Narritivium

The worlds in RPGM are randomly generated – random geography, random people, random histories. Yet we want players to have fun playing adventures in them. The natural line of thought would be to also randomly generate the stories for these adventures. This is easily said, but if you’re a game developer or academic involved with AI, this should raise several red flags.

The current state of the art for random story generation is not glorious. In the academic world, the main focus these days is on story telling, guiding players through game content in an interactive way that keeps the game fun. While ofcourse very interesting, that’s not what we’re talking about here. The few bits of actual random story generation research out there deliver results that read like it was written by a four year old. With ADHD. This did not seem like a good direction for RPGM.

So instead of randomly generated stories, we’ve chosen a different approach: We apply prewritten stories to a generated world. We swap out the main characters for those that exist in the world and make them play out the scenario. While trying to describe this system to others, it hit me: We’ve introduced Narritivium. Narritivium is a concept thought up by Terry Pratchet for the fantasy world of Discworld. It is that which compels stories to happen. Narritivium is what makes the damsel in distress wait in her tower for the eligible bachelor hero, instead of, say, hitting the guard with a frying pan at two in the morning and making a run for it. It is the stories wanting to happen.

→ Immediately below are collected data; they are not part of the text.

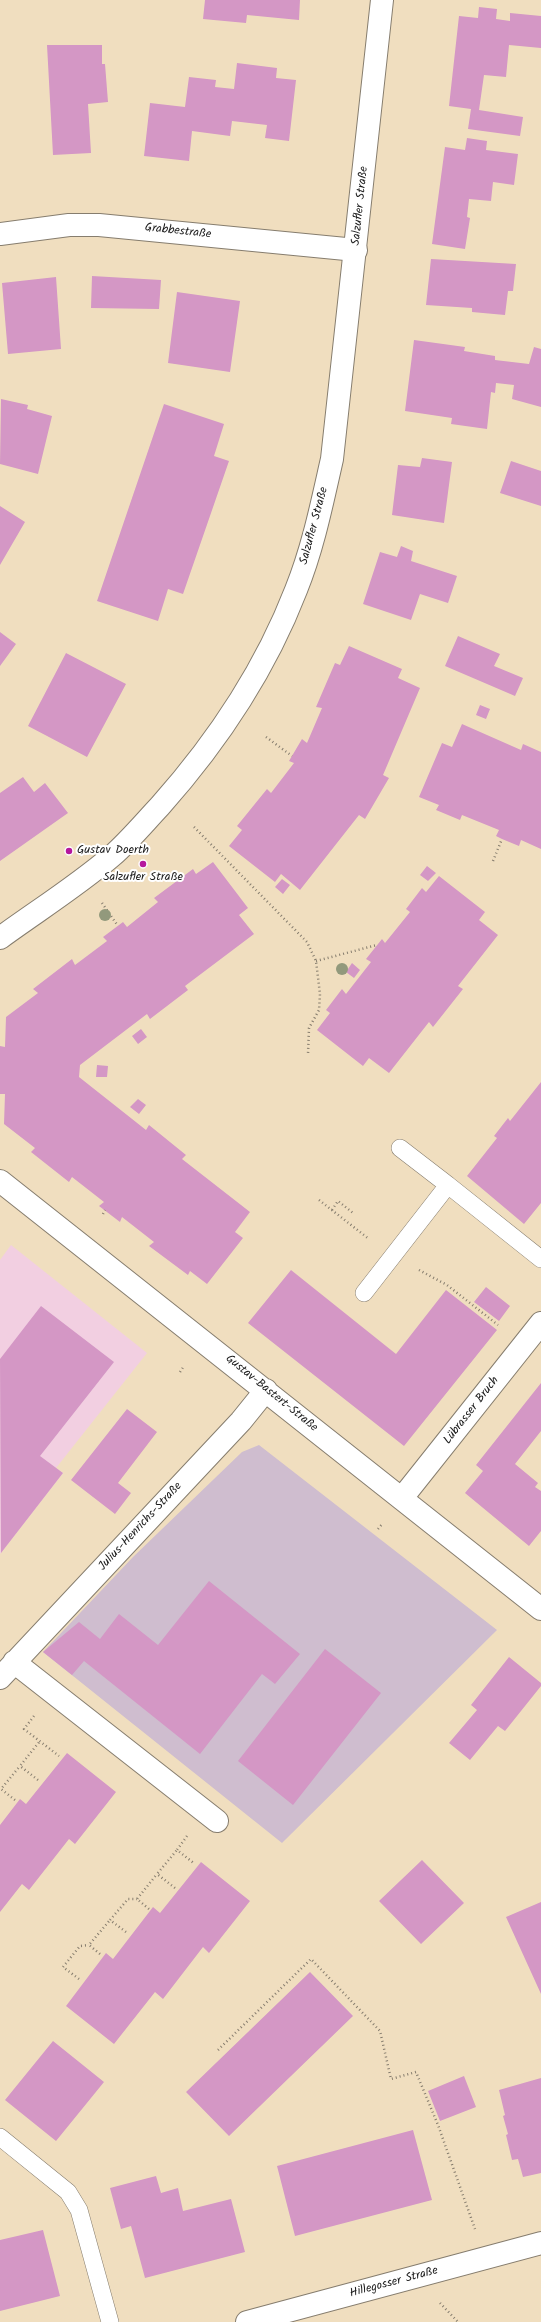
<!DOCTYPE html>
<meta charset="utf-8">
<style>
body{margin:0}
canvas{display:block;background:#f0debf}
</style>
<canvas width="541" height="2322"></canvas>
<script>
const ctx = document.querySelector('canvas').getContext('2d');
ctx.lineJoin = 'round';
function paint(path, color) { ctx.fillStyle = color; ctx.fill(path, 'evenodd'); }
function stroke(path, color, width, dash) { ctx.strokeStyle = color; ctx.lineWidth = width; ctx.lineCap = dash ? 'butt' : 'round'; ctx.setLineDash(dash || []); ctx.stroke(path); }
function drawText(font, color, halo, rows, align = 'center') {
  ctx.font = font + ' Kalam,sans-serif'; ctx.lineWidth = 4; ctx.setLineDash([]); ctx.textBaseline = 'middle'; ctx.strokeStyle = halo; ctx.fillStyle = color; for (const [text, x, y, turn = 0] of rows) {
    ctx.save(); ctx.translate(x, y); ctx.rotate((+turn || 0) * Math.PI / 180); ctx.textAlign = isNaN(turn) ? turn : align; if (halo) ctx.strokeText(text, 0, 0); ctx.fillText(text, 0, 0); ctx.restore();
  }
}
paint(new Path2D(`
 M 11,1245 L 147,1353 L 56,1468 L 63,1473 L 0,1554 L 0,1260 Z`), '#f2cfe1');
paint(new Path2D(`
 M 259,1445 L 497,1630 L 282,1843 L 43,1652 L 133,1557 L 242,1452 Z`), '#cfbdcf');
paint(new Path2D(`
 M 205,0 L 300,0 L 299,20 L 247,15 L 246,23 L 203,19 Z
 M 479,7 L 497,9 L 496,19 L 510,21 L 510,13 L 541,16 L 541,48 L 509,45 L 506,77 L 484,75 L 479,110 L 523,117 L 520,136 L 468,129 L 471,109 L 449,106 L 459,16 L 478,18 Z
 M 47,45 L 102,45 L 102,64 L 105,64 L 108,102 L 88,104 L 91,153 L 53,155 Z
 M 237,63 L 277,68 L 276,78 L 296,80 L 289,141 L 265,138 L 267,125 L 232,121 L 230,136 L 192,131 L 189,161 L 144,156 L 150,103 L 185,107 L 189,77 L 216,80 L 215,87 L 234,89 Z
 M 467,138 L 487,141 L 486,150 L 518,154 L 514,185 L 493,182 L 491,201 L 469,199 L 467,217 L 470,218 L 465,249 L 432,244 L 445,147 L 465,150 Z
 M 431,259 L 516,264 L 513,291 L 508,291 L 505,315 L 472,312 L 472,308 L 426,305 Z
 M 92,276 L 161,280 L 159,309 L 91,308 Z
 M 56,277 L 61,349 L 8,354 L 2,283 Z
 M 177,292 L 240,301 L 230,372 L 168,363 Z
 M 414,340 L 465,347 L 464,351 L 495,356 L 495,360 L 529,364 L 534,347 L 541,349 L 541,407 L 512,399 L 514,385 L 496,383 L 495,393 L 491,392 L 487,429 L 451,424 L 452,418 L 405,411 Z
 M 1,399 L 28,405 L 27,409 L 52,416 L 38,474 L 0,464 Z
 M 164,404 L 224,424 L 214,456 L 229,461 L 183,594 L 168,589 L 158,621 L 97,601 Z
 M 422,458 L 452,462 L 444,523 L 392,515 L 398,465 L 420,467 Z
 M 511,461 L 541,471 L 541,506 L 500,493 Z
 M 0,506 L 25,522 L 0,565 Z
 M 401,546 L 413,551 L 411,561 L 457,576 L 448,603 L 420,594 L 411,620 L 363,604 L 380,552 L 397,557 Z
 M 0,632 L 16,644 L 0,666 Z
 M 458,636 L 500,654 L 494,666 L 523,678 L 515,696 L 445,666 Z
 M 349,646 L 402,669 L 398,678 L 420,688 L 383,775 L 389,778 L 365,819 L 359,815 L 300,890 L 281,874 L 275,882 L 229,846 L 242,830 L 237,826 L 267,789 L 271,793 L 294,763 L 289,761 L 302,739 L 307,743 L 322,708 L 316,707 L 335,663 L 340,665 Z
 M 66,653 L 126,684 L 87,757 L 28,726 Z
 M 480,705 L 490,709 L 486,719 L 476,715 Z
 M 462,724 L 521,750 L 523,744 L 541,752 L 541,849 L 521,840 L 519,846 L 502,839 L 496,836 L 499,830 L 462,815 L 460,820 L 436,810 L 439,805 L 419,797 L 442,743 L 452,747 Z
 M 23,777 L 34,792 L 45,783 L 68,813 L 0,861 L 0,793 Z
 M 213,862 L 248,908 L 239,915 L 254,934 L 185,986 L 188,990 L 150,1019 L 147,1014 L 80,1065 L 79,1077 L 146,1130 L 149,1125 L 186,1155 L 182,1159 L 250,1212 L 235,1232 L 243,1238 L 207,1284 L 190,1271 L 188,1275 L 149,1246 L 154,1242 L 122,1217 L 120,1222 L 99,1206 L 104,1202 L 72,1177 L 69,1182 L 31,1152 L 35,1148 L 4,1124 L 5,1094 L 0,1094 L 0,1046 L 5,1047 L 6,1017 L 38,993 L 33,989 L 72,959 L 75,965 L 107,941 L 103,937 L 123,922 L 127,927 L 158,902 L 154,898 L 193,869 L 196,874 Z
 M 427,866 L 436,873 L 428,881 L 420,875 Z
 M 439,876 L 485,912 L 479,920 L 498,935 L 458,986 L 463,989 L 433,1027 L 429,1022 L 389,1073 L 369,1058 L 363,1066 L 317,1030 L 330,1013 L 326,1010 L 342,989 L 346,994 L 371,962 L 366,959 L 382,939 L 385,943 L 410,912 L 406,909 L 422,888 L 426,892 Z
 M 282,879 L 290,885 L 283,894 L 275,887 Z
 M 352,963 L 360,970 L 354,978 L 346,972 Z
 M 141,1029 L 147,1037 L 138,1044 L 132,1036 Z
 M 97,1065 L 108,1066 L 107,1077 L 96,1077 Z
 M 541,1082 L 541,1203 L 524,1224 L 467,1176 L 497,1138 L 494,1136 L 508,1118 L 510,1121 Z
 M 138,1099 L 146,1105 L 139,1114 L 130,1107 Z
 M 291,1270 L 396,1354 L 446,1290 L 497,1330 L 404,1446 L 248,1323 Z
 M 486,1287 L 510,1306 L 499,1321 L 474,1302 Z
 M 41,1306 L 114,1362 L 40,1456 L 63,1473 L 1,1553 L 0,1359 Z
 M 541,1383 L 541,1431 L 515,1464 L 538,1483 L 535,1487 L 541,1491 L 541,1531 L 529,1546 L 465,1493 L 483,1471 L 476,1465 Z
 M 127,1409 L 157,1432 L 118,1483 L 131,1493 L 115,1514 L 71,1480 Z
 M 209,1581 L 300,1654 L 275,1684 L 262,1674 L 200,1754 L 84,1661 L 72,1675 L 43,1652 L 79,1622 L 100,1639 L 119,1614 L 158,1645 Z
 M 325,1649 L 381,1693 L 293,1805 L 238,1761 Z
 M 509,1657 L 541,1683 L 541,1686 L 505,1731 L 498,1726 L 470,1760 L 449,1743 L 477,1710 L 471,1705 Z
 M 67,1753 L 116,1792 L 75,1844 L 69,1839 L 29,1890 L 22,1884 L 0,1912 L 0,1825 L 20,1799 L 26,1804 Z
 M 422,1860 L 464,1903 L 421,1944 L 379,1901 Z
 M 201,1862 L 250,1901 L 209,1953 L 203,1947 L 163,1999 L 155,1992 L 114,2044 L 66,2006 L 106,1953 L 113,1959 L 153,1907 L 160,1913 Z
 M 541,1902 L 541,1994 L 506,1917 Z
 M 310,1972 L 353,2016 L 229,2136 L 186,2092 Z
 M 53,2041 L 104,2082 L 56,2141 L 5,2100 Z
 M 464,2076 L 476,2107 L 440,2121 L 428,2091 Z
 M 541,2078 L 541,2173 L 523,2177 L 518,2159 L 512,2160 L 506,2135 L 508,2134 L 503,2116 L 505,2115 L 499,2090 Z
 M 413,2130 L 432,2200 L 295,2236 L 277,2166 Z
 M 156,2176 L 161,2193 L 178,2188 L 183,2211 L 231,2199 L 245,2252 L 145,2278 L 131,2226 L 121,2229 L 110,2188 Z
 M 43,2230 L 60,2296 L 0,2311 L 0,2240 Z`), '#d497c5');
const service = new Path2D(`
 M 448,1185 L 541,1259
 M 364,1293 L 448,1185 L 400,1148
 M 0,2137 L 68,2192 L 79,2210 L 110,2322`);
const minor = new Path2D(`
 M 0,234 L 69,225 L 99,225 L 356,250
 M 0,1181 L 541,1609
 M 402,1498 L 541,1323
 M 14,1662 L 217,1821
 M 0,1678 L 241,1421 L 266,1390
 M 247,2322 L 541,2243`);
const tertiary = new Path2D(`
 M 0,938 C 37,911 77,886 112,856 C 129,841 144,823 160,806 C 217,742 265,670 296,590 C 313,548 322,503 332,459 L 382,0`);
stroke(service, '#867d6e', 18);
stroke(minor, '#867d6e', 24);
stroke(tertiary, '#867d6e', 24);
stroke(new Path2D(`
 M 266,737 L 292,756
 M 194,827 L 307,942 L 316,961 L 320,994 L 319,1010 L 309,1028 L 308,1054
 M 493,861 L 502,839
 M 102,903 L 118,926
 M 316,961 L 377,945
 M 319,1200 L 369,1239
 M 332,1210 L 338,1201 L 353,1213
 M 103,1214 L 105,1210
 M 419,1270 L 447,1285 L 498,1325
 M 180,1372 L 184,1366
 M 378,1529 L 383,1523
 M 34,1716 L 24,1729 L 59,1756
 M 38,1780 L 20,1766 L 40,1741
 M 15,1800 L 1,1789 L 20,1766
 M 187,1836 L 177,1850 L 195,1864
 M 175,1888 L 157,1874 L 177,1850
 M 149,1909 L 137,1899 L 157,1874
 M 126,1932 L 110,1920 L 128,1899 L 137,1899
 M 100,1954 L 89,1945 L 110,1920
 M 79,1979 L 63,1967 L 80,1946 L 89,1945
 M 218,2050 L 311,1959 L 380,2031 L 391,2079 L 416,2072 L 438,2125 L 475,2229
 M 440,2303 L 458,2322`), '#867d6e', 2.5, [1, 3]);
stroke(service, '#fff', 17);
stroke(minor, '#fff', 22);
stroke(tertiary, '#fff', 22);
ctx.fillStyle = '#92997c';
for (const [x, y] of [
 [105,915],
 [342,969]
]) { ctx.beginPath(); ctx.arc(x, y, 6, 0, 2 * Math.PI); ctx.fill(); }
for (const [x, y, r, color] of [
 [69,851,4,"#b5179e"],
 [143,864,4,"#b5179e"]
]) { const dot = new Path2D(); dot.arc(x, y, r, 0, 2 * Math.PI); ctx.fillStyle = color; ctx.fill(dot); stroke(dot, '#fff', 1.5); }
drawText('12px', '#1c1c1c', '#fff', [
 ["Salzufler Straße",361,206,-84],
 ["Grabbestraße",178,232,6],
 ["Salzufler Straße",315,526,-75],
 ["Gustav-Bastert-Straße",271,1394,39],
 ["Lübrasser Bruch",472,1411,-52],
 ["Julius-Henrichs-Straße",141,1527,-47],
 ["Hillegosser Straße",394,2283,-15]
]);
drawText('12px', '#1c1c1c', '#fff', [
 ["Gustav Doerth",77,851],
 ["Salzufler Straße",143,878,"center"]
], 'left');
</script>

In our worlds, we’re making stories happen according to predetermined scripts – the actors change, the settings change, but the stories remain the same. It is how we can fit human-written narative in an otherwise completely randomly generated world.

Now, ofcourse all of this is a gross oversimplification of our actual system – it’s actually growing into an immensely complex beast of a system. But we’ve had our first randomly generated story to go help a farmer in the tavern, and it works!

To quote ‘The science of Discworld, part II’:
“If you understand the power of story, and learn to detect abuses of it, you might actually deserve the appellation Homo sapiens.” I wonder if it also counts when you’re the one doing the abusing yourself?